Examples of data mining in real-world business scenarios
Giant corporations and small and midsize businesses (SMBs) in all industries can benefit from data mining. The right data helps companies increase revenue, cut costs, and add customers.
Let's look at some real-world examples of how companies have converted data to dollars.
• The right follow-up strategy helped increase conversions by 40%: Envelopes.com was seeing potential customers routinely leave its website without completing their purchase, and was unsure when to send follow-up emails regarding abandoned carts. An analysis of data patterns revealed that emails sent 48 hours after a prospect left the website returned a higher conversion rate than follow-up emails sent 24 hours later.
• Improvements in product design and marketing drive market share: With most consumers preferring self-treatment for tooth sensitivity pain, a major CPG company wanted to improve the market share of its sensitivity products. The company hired a data analytics firm to mine data from multiple sources including social media and the company's own AWS database. They analyzed over 250,000 customer responses and identified three main factors directly affecting sales using text analytics, regression analysis, and other techniques.

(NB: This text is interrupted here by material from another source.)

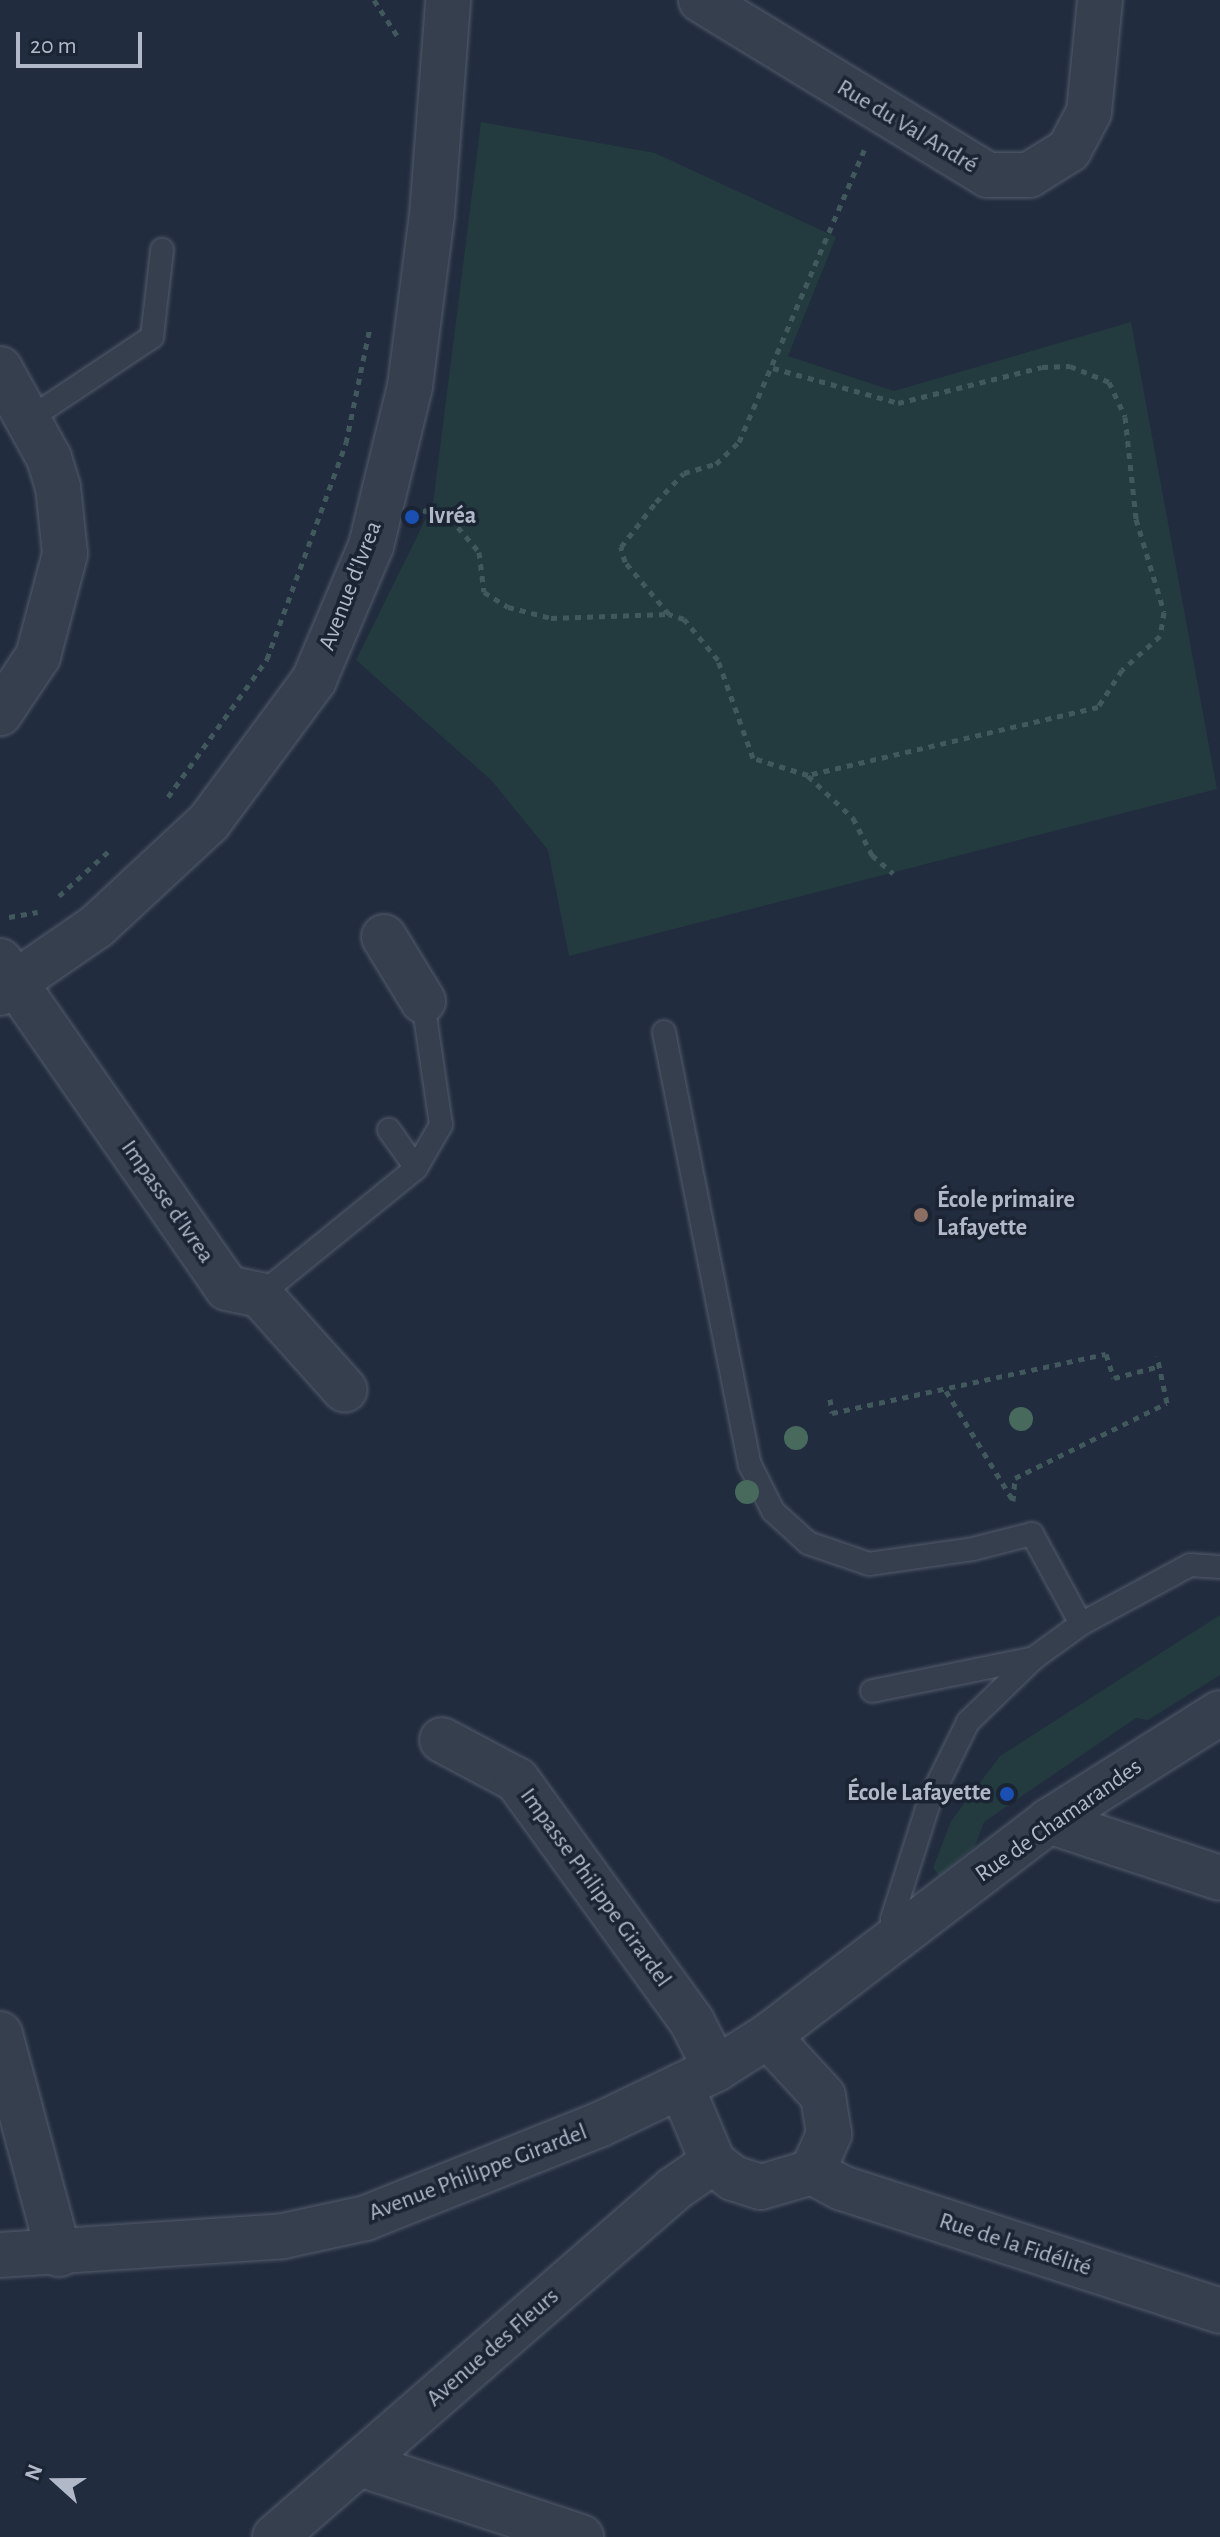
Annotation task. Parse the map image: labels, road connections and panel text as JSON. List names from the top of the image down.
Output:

• Market basket analysis: Market basket analysis uses association rules to identify what items will likely be purchased by individual customers. Amazon's recommendation engine mines data from user history, purchased and abandoned carts, wish lists, referral sites, etc. to target customers with product advertisements they're most likely to click on and convert, thus driving sales.
Data mining trends and latest developments
While simple pattern detection and regression techniques have been widely used by businesses for a long time now, the large volume of unstructured data, scattered data sources, and poor data quality have made data mining challenges.
Here are some of the latest data mining trends and developments:
• Big data and multimedia data mining: Data comes in many forms—text data, audio files, images, and videos. Gathering this data, cleaning it, and running models require the latest tools such as text mining or speech analytics software.
• Security and privacy concerns: Data mining by gathering sensitive client details—often without necessary obtaining the necessary approval or sharing rights—has led to increased concerns about data security and privacy. Regulations such as GDPR have reduced the ways in which businesses can use and store consumer data.
• Distributed data mining: As data is stored in multiple locations and devices, sophisticated algorithms are being developed and used to mine data from these locations and generate reports.
• Geographic and spatial data mining: This type of data mining extracts geographic, environment, and astronomical data to reveal insights on topology and distance. This is especially useful for the travel, navigation, and government sectors.
Key data mining software applications include Alteryx, Grepsr, Mozenda, Periscope by Sisense, and RapidMiner among others.